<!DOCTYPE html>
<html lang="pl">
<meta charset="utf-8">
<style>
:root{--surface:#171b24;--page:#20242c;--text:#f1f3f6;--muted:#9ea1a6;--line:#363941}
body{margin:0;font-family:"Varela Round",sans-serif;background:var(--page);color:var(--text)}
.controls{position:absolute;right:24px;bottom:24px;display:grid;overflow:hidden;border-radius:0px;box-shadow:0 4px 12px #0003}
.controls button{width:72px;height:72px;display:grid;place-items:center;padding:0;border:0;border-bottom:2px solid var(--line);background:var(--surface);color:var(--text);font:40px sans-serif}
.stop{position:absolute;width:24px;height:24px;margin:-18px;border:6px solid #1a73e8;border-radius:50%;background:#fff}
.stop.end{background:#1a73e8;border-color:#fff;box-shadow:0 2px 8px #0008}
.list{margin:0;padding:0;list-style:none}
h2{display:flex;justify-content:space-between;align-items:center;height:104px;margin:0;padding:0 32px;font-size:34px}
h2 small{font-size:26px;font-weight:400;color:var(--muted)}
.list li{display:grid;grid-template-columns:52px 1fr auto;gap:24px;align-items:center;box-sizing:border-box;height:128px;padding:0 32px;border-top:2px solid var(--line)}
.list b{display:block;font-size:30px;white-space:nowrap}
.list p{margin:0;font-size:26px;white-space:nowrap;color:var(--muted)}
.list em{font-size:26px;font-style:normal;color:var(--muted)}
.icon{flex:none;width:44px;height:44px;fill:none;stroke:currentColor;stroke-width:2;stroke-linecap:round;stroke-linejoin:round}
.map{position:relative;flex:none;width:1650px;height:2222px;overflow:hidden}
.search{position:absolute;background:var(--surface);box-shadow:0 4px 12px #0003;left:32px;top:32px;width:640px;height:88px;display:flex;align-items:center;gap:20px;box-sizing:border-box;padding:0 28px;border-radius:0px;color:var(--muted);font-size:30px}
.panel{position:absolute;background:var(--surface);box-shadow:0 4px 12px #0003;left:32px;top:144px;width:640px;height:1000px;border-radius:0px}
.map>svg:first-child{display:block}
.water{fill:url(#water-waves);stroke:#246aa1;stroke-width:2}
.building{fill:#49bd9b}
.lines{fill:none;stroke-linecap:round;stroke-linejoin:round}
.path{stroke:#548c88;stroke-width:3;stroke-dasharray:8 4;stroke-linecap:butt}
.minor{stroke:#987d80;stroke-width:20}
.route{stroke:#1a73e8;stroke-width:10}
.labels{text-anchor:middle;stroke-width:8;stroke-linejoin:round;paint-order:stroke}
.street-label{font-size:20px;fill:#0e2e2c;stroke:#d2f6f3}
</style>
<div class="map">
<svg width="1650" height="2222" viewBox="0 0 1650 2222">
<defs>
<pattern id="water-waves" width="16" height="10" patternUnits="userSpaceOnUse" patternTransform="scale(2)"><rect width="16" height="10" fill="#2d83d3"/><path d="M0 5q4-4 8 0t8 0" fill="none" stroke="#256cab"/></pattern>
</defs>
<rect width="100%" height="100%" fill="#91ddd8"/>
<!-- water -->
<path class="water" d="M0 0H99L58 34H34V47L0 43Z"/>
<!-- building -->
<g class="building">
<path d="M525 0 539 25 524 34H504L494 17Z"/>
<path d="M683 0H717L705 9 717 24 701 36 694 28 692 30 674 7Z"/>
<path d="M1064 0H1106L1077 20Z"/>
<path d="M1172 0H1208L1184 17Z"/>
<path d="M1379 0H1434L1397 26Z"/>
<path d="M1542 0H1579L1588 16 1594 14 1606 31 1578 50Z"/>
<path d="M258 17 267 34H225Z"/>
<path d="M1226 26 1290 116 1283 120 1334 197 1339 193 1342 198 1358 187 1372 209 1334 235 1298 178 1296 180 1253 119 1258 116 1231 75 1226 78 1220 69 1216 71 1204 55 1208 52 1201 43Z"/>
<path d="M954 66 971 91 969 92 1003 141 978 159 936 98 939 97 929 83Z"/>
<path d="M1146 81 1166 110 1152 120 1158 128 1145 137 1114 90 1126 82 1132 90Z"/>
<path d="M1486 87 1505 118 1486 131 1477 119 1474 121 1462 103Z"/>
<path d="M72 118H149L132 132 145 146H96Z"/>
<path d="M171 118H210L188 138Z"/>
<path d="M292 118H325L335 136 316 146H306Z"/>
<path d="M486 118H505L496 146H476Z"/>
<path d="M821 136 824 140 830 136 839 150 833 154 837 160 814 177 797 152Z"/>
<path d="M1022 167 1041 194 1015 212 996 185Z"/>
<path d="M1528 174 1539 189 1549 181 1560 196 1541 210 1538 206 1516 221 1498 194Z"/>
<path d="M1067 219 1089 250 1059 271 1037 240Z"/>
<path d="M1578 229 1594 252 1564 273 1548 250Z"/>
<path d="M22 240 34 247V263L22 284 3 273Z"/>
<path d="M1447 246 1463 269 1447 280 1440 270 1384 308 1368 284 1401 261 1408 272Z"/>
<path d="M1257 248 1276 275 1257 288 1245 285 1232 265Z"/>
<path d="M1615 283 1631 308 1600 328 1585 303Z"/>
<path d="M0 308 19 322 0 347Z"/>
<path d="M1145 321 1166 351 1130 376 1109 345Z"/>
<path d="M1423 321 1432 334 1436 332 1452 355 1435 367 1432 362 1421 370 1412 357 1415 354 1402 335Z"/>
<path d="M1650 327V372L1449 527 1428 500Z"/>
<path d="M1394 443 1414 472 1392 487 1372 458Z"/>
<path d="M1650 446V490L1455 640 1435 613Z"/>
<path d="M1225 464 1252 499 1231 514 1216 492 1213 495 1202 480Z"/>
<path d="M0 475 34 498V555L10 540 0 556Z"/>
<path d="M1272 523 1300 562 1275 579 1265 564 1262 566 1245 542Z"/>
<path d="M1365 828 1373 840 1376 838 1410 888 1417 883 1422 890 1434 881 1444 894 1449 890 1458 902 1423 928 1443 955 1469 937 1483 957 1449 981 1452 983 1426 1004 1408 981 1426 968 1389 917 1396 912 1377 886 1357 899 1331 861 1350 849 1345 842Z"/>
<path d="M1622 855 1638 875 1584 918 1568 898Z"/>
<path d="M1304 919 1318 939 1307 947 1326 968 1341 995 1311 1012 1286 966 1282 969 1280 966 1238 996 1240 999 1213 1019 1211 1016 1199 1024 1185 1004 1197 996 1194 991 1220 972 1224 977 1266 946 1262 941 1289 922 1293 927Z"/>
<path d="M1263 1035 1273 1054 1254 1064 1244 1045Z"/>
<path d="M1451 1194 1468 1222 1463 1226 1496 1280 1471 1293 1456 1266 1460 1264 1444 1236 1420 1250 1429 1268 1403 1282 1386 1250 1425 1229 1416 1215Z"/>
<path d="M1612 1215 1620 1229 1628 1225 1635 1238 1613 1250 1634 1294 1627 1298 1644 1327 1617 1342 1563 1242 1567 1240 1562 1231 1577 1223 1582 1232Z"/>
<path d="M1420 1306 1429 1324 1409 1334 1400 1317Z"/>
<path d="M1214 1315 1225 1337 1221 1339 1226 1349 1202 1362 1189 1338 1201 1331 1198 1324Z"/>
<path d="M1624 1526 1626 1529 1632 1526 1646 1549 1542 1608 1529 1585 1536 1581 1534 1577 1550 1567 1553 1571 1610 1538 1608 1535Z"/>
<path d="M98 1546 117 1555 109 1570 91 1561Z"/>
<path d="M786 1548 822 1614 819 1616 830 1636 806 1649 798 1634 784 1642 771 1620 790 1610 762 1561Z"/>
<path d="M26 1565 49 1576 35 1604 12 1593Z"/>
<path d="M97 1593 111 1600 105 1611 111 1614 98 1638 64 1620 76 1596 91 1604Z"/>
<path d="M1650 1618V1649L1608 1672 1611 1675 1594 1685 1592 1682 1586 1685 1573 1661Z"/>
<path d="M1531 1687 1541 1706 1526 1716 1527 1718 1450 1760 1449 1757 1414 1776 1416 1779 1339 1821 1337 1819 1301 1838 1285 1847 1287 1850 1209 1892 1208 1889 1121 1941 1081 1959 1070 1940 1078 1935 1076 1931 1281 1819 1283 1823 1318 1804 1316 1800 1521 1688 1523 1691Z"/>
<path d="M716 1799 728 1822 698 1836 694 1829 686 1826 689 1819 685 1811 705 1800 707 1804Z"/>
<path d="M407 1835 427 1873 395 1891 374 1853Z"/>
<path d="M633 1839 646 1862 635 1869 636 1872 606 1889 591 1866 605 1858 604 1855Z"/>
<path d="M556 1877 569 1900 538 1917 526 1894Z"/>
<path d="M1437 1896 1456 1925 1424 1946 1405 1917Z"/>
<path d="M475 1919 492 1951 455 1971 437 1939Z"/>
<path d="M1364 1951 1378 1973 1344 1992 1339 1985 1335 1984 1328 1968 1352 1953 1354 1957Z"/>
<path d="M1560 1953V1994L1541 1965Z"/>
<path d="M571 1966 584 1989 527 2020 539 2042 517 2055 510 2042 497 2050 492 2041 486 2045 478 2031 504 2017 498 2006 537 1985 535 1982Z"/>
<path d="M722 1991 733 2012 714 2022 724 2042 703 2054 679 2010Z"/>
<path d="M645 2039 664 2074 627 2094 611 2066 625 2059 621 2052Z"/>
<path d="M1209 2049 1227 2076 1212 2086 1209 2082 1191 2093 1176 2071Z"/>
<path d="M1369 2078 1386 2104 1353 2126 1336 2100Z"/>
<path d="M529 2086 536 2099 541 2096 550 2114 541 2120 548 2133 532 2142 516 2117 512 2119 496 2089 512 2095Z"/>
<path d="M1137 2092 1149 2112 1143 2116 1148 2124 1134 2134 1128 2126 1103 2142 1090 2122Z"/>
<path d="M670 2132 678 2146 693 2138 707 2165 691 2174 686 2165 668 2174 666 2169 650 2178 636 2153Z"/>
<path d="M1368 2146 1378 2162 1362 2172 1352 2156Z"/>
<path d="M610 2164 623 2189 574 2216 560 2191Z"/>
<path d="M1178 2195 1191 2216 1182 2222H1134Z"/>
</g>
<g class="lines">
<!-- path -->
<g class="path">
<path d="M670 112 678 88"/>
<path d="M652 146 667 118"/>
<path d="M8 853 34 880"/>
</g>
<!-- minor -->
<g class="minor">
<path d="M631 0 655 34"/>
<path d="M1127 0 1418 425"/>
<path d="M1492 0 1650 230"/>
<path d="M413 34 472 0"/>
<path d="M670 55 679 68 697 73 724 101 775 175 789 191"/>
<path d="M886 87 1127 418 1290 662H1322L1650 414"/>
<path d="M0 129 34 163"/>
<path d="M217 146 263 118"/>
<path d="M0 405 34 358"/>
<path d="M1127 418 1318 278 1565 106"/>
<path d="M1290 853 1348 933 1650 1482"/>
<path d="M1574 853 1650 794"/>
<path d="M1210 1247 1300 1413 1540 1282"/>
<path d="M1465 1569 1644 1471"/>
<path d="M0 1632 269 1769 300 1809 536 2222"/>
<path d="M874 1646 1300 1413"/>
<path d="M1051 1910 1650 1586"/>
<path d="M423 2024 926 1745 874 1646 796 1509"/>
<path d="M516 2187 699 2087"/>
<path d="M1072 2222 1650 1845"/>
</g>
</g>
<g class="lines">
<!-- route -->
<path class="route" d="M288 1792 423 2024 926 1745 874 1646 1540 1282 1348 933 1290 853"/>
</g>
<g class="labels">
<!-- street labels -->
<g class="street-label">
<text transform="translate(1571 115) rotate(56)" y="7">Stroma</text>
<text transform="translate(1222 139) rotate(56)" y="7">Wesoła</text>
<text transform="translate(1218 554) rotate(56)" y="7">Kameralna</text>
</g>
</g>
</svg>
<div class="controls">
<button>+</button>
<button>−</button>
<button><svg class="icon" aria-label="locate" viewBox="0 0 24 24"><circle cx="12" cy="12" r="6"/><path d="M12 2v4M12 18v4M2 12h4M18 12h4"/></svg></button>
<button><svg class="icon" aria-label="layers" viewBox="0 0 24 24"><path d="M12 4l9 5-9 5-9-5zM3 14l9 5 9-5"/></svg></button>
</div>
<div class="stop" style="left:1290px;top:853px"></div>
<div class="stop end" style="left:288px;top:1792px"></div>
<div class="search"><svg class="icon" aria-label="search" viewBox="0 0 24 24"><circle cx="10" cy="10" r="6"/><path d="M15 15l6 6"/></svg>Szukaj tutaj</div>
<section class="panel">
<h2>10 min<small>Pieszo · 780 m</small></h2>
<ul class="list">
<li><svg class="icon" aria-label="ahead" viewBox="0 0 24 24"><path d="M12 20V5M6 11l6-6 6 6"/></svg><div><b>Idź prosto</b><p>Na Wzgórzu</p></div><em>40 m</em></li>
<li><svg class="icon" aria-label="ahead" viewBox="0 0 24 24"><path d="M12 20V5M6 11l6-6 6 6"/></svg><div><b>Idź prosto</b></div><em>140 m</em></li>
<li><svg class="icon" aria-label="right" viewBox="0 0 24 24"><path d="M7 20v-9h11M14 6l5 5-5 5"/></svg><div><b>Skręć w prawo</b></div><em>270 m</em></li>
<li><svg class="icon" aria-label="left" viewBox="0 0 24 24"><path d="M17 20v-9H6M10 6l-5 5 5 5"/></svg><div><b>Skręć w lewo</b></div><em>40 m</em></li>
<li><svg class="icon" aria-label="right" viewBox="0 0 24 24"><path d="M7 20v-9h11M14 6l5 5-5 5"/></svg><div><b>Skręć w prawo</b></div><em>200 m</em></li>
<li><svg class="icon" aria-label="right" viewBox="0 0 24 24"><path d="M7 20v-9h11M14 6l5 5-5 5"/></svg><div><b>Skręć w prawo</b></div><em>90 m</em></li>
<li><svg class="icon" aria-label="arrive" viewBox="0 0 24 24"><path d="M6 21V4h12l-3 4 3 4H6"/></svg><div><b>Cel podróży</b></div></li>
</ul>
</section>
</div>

====

**REQUIRED WORK**
In the entries, find the line containing "prosto</b><p>Na Wzgórzu</p></div><em>40 m</em></li>" and output it and all remaining lines exactly.

**FINISHED EXERCISE**
<li><svg class="icon" aria-label="ahead" viewBox="0 0 24 24"><path d="M12 20V5M6 11l6-6 6 6"/></svg><div><b>Idź prosto</b><p>Na Wzgórzu</p></div><em>40 m</em></li>
<li><svg class="icon" aria-label="ahead" viewBox="0 0 24 24"><path d="M12 20V5M6 11l6-6 6 6"/></svg><div><b>Idź prosto</b></div><em>140 m</em></li>
<li><svg class="icon" aria-label="right" viewBox="0 0 24 24"><path d="M7 20v-9h11M14 6l5 5-5 5"/></svg><div><b>Skręć w prawo</b></div><em>270 m</em></li>
<li><svg class="icon" aria-label="left" viewBox="0 0 24 24"><path d="M17 20v-9H6M10 6l-5 5 5 5"/></svg><div><b>Skręć w lewo</b></div><em>40 m</em></li>
<li><svg class="icon" aria-label="right" viewBox="0 0 24 24"><path d="M7 20v-9h11M14 6l5 5-5 5"/></svg><div><b>Skręć w prawo</b></div><em>200 m</em></li>
<li><svg class="icon" aria-label="right" viewBox="0 0 24 24"><path d="M7 20v-9h11M14 6l5 5-5 5"/></svg><div><b>Skręć w prawo</b></div><em>90 m</em></li>
<li><svg class="icon" aria-label="arrive" viewBox="0 0 24 24"><path d="M6 21V4h12l-3 4 3 4H6"/></svg><div><b>Cel podróży</b></div></li>
</ul>
</section>
</div>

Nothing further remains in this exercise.